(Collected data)
--- START ---
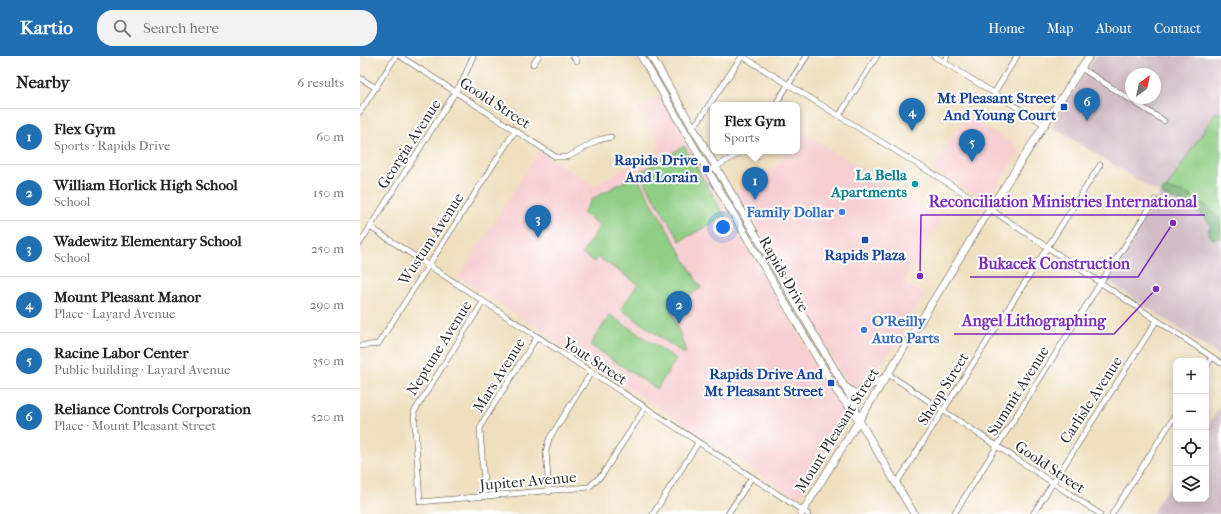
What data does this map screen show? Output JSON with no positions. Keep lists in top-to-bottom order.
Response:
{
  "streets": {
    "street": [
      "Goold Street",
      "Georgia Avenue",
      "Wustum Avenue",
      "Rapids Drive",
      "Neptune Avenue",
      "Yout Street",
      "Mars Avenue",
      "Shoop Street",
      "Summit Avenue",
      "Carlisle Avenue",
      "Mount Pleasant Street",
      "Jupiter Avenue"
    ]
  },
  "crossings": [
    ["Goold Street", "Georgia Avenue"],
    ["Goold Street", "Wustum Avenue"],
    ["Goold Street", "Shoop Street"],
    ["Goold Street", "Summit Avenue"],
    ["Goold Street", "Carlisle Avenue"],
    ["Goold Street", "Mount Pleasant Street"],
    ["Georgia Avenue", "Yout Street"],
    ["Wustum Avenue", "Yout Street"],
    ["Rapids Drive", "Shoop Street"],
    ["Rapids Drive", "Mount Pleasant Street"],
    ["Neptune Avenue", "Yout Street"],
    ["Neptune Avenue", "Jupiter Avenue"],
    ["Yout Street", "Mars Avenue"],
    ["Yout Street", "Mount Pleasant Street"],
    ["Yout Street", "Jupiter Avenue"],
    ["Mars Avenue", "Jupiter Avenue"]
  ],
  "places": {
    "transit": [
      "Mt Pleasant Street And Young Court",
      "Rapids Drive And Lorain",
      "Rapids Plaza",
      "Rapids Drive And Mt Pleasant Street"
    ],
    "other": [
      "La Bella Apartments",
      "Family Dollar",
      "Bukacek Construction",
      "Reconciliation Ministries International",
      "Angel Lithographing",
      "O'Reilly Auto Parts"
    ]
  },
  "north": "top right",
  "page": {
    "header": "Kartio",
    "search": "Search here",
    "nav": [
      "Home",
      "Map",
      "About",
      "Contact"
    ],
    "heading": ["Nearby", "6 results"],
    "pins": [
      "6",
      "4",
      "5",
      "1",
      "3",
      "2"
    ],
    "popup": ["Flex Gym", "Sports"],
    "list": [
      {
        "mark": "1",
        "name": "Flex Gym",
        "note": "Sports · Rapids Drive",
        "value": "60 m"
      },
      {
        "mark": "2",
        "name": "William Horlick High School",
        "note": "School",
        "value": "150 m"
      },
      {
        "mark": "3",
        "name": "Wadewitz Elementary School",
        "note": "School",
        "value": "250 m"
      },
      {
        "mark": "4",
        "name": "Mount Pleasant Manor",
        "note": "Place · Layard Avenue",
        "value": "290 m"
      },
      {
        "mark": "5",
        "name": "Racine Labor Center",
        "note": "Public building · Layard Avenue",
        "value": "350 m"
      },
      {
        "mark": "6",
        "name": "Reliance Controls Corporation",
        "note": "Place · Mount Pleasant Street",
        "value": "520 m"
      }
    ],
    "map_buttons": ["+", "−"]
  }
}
--- END ---
- [YOUR TASK]:
With "value" as the search word, count the matching lines in the records and give the number alone.

- [EXPECTED ANSWER]:
6